How to use SSM and phasor layers
To model long-range temporal structure beyond what LIF dynamics capture, combine your spiking stack with the sequence layers in spyx.ssm (LRU, S5Diag, Mamba, MambaBlock, ChunkedSSM) or the complex-valued layers in spyx.phasor.
The key contract difference: Spyx neurons are stepwise ((x_t, state) -> (out, state), driven by spyx.nn.run), while SSM layers are whole-sequence ((T, B, d_model) -> (T, B, d_model), internally parallelised with jax.lax.associative_scan). You compose them by running the spiking front-end first, then feeding its spike train to the SSM.
Use a single SSM layer
import jax.numpy as jnp
from flax import nnx
from spyx import ssm
rngs = nnx.Rngs(0)
layer = ssm.LRU(d_model=8, d_state=64, rngs=rngs) # Linear Recurrent Unit
u = jnp.ones((128, 32, 8)) # time-major (T, B, d_model)

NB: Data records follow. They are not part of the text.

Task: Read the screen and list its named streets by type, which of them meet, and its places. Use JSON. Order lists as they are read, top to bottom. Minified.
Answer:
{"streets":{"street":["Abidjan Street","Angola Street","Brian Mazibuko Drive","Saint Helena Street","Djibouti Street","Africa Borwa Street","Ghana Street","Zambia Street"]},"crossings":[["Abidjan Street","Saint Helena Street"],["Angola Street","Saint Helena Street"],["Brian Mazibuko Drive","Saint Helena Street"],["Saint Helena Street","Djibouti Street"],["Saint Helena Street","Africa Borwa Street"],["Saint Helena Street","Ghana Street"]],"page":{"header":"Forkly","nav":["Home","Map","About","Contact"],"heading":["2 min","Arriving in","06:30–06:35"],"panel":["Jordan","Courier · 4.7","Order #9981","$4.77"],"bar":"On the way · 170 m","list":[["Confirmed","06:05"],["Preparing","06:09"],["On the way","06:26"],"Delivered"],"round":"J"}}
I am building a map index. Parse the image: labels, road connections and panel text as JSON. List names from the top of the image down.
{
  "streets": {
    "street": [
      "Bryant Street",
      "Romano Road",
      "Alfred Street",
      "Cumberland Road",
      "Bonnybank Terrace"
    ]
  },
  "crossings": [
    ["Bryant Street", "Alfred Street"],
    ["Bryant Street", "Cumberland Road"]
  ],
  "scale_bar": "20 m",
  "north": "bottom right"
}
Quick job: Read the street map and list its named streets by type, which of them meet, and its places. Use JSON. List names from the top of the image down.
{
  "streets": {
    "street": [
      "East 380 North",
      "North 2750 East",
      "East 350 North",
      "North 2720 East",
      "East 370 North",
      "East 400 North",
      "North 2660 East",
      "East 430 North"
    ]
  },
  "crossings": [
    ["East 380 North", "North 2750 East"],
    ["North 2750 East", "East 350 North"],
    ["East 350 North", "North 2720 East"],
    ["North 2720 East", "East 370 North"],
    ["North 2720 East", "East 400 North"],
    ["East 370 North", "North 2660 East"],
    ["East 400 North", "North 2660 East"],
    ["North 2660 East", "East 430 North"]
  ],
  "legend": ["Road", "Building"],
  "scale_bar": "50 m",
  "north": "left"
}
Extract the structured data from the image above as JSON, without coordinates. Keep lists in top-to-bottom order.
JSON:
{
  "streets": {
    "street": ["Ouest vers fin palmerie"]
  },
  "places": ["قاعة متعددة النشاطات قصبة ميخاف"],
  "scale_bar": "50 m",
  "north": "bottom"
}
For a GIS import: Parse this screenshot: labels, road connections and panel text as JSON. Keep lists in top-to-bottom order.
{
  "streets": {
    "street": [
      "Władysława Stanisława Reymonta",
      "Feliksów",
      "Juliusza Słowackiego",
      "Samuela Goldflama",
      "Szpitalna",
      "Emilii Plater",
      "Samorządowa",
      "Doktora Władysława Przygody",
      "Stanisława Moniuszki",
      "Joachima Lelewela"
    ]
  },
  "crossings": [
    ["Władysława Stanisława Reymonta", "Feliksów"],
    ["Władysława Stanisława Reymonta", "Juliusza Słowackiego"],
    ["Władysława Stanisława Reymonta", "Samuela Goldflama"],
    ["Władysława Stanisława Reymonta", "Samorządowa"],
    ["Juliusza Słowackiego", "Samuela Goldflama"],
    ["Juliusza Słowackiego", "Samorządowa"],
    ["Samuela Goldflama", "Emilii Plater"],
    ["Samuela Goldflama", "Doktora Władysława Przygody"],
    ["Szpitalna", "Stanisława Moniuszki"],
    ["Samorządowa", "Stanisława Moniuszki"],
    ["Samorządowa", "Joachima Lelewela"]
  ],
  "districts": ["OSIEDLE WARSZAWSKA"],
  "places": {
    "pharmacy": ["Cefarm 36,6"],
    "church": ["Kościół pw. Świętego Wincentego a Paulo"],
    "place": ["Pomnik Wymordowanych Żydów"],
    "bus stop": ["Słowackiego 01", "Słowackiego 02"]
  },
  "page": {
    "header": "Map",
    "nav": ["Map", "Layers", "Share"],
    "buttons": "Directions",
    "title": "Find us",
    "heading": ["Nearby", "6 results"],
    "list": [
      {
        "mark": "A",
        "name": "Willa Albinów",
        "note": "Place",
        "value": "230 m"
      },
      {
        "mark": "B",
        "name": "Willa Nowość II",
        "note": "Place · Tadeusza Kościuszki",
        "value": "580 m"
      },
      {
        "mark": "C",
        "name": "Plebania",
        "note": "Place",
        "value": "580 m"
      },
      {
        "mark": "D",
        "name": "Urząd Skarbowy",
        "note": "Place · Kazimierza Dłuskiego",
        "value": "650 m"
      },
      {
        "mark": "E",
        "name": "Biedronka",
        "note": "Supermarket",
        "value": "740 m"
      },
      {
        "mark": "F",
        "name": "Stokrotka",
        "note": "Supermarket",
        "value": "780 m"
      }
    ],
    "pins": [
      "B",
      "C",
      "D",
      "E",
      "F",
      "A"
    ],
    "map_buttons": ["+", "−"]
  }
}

y = layer(u) # same shape, real-valued
The available layers (all time-major, all trainable with a stock optax.adam + nnx.Optimizer loop):
| Layer | What it is |
|---|---|
ssm.LRU(d_model, d_state, ...) |
Linear Recurrent Unit (Orvieto et al., 2023); stability enforced by construction. |
ssm.S5Diag(d_model, d_state, ...) |
Diagonal S4D/S5 with HiPPO-LegS init and learnable log-step — best for long-range tasks. |
ssm.Mamba(d_inner, d_state, ...) |
Selective SSM core (input-dependent Δ, B, C). |
ssm.MambaBlock(d_model, d_state, d_conv, expand, ...) |
Full Mamba block: in-proj → depthwise conv → SSM → gate → out-proj. |
ssm.ChunkedSSM(inner, outer, chunk_size=..., pool=...) |
H-Net-style hierarchy: an inner SSM per timestep plus an outer SSM over chunk summaries. |
ChunkedSSM wraps any two (T, B, D) -> (T, B, D) modules, so the inner/outer pair can mix layer types:
inner = ssm.MambaBlock(d_model=8, d_state=4, rngs=rngs)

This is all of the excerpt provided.